Not everything is perfect about film. Colours fade over time, prints get scratched, the projectors are all noisy (and should be in a booth), and putting on a movie show is hard work. But if you’re even remotely repelled on occasion by the clinical sterility of your Transformers Blu-ray collection, then you might just be in the market for a film projector. The act of watching film in the home is utterly unique.

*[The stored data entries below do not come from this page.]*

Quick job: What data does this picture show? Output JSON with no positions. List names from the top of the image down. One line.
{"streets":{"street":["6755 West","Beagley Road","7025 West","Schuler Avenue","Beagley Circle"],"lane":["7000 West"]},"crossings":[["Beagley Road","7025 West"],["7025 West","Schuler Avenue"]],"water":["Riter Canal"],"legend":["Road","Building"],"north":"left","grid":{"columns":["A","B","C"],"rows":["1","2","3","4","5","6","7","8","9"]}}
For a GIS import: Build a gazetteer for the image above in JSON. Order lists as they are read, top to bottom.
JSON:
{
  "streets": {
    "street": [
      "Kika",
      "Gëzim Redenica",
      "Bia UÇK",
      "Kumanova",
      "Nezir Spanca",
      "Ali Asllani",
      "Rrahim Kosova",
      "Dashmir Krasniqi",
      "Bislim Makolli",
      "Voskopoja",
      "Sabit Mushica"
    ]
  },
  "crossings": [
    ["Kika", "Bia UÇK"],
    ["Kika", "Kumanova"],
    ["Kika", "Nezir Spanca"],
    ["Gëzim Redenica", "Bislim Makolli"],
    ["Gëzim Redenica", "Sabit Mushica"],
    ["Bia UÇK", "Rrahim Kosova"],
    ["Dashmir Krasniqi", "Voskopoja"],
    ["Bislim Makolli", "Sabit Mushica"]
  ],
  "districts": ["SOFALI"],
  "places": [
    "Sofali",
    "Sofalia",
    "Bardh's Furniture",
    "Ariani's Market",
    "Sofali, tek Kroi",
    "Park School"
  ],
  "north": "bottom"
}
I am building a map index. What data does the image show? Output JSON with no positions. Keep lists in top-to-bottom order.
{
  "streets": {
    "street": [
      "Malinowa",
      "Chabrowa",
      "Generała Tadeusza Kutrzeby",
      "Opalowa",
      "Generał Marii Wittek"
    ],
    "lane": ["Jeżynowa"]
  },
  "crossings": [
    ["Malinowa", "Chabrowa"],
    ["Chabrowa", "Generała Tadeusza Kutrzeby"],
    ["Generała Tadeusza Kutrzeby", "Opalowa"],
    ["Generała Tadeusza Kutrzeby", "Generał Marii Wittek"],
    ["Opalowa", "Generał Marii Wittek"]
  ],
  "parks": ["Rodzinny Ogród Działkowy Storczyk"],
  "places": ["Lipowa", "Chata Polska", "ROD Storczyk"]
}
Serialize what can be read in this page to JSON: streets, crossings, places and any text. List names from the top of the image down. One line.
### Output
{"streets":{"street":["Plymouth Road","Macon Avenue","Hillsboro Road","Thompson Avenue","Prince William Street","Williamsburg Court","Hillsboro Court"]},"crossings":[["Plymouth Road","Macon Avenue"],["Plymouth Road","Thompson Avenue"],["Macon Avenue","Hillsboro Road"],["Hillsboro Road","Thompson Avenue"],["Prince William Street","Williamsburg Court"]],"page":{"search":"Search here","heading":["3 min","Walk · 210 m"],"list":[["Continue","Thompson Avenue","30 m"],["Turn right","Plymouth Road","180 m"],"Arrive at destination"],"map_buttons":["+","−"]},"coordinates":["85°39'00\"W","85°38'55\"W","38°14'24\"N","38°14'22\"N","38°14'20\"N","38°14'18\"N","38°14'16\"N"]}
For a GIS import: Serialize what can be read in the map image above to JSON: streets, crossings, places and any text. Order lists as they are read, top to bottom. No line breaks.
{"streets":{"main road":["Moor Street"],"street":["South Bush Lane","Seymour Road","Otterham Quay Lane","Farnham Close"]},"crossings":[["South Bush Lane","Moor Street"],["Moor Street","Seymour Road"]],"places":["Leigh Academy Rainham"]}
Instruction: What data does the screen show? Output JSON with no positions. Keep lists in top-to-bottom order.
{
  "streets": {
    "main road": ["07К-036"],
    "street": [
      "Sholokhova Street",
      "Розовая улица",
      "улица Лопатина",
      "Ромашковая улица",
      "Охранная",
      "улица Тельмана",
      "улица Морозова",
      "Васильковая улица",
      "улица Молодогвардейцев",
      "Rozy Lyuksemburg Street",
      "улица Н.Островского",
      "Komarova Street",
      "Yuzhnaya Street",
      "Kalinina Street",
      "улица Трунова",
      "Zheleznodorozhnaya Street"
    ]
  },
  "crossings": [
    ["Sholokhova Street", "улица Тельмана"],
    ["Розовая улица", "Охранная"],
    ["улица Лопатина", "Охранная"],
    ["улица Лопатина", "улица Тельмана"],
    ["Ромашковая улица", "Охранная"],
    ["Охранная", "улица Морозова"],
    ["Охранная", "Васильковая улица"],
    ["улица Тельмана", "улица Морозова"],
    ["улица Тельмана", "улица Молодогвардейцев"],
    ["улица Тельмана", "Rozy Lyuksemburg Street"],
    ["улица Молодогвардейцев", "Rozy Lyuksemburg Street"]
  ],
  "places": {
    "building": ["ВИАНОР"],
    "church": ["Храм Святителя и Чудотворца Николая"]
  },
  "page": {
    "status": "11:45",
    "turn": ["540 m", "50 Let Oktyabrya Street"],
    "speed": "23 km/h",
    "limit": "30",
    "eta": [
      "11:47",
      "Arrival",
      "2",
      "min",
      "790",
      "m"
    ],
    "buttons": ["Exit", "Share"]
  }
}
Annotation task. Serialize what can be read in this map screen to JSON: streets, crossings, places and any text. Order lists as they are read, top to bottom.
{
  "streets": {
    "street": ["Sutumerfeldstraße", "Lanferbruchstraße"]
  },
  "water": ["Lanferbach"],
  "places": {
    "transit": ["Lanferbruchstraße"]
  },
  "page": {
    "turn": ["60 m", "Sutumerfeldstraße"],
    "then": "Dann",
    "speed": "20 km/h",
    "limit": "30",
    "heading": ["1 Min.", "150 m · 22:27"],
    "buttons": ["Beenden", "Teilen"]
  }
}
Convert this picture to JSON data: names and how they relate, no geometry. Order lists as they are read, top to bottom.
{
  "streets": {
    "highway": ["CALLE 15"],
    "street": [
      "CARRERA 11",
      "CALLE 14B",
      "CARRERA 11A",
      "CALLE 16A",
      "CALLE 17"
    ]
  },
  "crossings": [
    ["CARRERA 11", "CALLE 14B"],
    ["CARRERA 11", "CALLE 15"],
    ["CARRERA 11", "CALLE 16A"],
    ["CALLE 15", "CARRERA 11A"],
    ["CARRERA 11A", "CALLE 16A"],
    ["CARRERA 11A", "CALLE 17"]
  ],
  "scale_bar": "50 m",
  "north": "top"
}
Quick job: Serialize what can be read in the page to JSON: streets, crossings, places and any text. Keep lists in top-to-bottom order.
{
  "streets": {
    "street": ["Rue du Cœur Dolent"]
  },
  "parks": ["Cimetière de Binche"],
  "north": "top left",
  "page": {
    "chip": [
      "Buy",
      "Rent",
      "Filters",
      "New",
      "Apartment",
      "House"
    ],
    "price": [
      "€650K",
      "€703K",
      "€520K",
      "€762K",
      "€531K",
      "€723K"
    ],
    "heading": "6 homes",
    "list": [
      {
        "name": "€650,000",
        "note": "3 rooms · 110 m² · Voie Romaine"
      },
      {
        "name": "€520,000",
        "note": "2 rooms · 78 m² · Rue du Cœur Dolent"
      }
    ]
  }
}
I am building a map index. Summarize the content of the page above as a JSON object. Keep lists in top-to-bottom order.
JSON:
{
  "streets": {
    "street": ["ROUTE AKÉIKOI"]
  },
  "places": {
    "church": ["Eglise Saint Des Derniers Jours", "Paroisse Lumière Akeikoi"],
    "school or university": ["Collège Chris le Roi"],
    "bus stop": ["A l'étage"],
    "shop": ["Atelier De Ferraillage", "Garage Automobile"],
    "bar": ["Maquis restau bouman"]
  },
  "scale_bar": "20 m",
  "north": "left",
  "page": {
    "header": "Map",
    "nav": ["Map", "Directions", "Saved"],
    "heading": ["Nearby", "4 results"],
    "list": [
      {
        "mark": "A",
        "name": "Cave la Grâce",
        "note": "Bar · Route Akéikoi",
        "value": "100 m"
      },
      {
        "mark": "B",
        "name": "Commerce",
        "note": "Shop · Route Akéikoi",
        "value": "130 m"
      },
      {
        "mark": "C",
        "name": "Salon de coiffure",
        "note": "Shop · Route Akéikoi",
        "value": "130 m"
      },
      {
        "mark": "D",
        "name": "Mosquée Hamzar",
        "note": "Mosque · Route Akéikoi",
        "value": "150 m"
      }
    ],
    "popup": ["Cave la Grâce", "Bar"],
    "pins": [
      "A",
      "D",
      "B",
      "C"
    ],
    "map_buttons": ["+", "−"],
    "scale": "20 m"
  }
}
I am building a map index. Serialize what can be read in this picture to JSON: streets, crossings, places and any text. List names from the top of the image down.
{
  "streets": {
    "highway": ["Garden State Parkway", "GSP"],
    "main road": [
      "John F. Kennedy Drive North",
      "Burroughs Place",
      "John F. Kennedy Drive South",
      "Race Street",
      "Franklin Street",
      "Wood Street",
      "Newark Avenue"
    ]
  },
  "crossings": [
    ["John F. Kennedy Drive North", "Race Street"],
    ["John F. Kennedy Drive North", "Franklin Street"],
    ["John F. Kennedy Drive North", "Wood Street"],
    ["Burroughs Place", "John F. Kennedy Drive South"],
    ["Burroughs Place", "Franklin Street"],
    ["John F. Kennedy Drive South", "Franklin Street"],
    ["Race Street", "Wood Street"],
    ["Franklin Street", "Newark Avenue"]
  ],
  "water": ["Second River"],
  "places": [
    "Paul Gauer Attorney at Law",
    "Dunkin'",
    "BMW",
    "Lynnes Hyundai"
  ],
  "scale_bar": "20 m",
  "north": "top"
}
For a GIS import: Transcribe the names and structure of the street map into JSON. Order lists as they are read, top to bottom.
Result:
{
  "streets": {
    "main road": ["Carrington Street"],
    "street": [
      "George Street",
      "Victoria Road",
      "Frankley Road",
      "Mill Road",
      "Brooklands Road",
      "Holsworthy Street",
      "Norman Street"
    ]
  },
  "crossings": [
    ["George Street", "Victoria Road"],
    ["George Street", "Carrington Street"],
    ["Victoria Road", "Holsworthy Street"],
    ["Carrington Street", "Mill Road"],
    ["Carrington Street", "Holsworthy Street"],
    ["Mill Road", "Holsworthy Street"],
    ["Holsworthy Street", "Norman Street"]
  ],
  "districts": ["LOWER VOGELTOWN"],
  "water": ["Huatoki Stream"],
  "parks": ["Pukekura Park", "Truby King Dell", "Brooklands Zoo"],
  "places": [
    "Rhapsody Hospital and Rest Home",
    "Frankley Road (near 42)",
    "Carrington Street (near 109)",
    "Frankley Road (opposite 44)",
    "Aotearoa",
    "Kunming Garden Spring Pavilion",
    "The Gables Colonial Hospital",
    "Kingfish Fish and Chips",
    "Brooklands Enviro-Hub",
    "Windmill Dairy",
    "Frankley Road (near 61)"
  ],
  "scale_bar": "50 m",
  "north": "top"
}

The hobby took a significant nosedive in the early 1990s before DVD arrived. That enthusiasts sat through demos of VHS tapes and LaserDiscs feeding £30,000 line-doubled and -quadrupled Barco CRT projectors, pretending they looked good while smiling politely, is extraordinary, particularly given that only ten years previously they'd thrown most 8mm and 16mm projectors in the bin.

I'd go as far to suggest no home cinema is utterly complete without a Super 8 or 16mm machine to sit alongside your Epson or JVC. Therefore, it's worth checking to see if older relatives have a film projector and selection of movies in their loft. A lot of these gadgets are still in existence. If you’re not getting any joy on that front, then check out the usual second-hand suspects online, or trundle over to the likes of Classic Home Cinema in Cleethorpes, where proprietor Philip Sheard, retailer of used film, projectors, and related paraphernalia, might just help you discover a world of untapped euphoria.

Why bother? Because this is about the romanticism of a bygone age, about being willingly hypnotized by the mechanics of a persistent turning feeder reel and take-up spool. For those old enough, it might bring up memories of watching B-movie double bills; all those things of which Quentin Tarantino was reminding us of in Grindhouse. It's an experience about analogue warmth and coziness, a gently meandering weave as the film passes through the gate, the sumptuous contrast and depth of field, and picture grain so dense you can bathe in it. The greatest AV travesty of the past 30 years has been the slow, miserable decline of film. You could play a part in keeping it alive!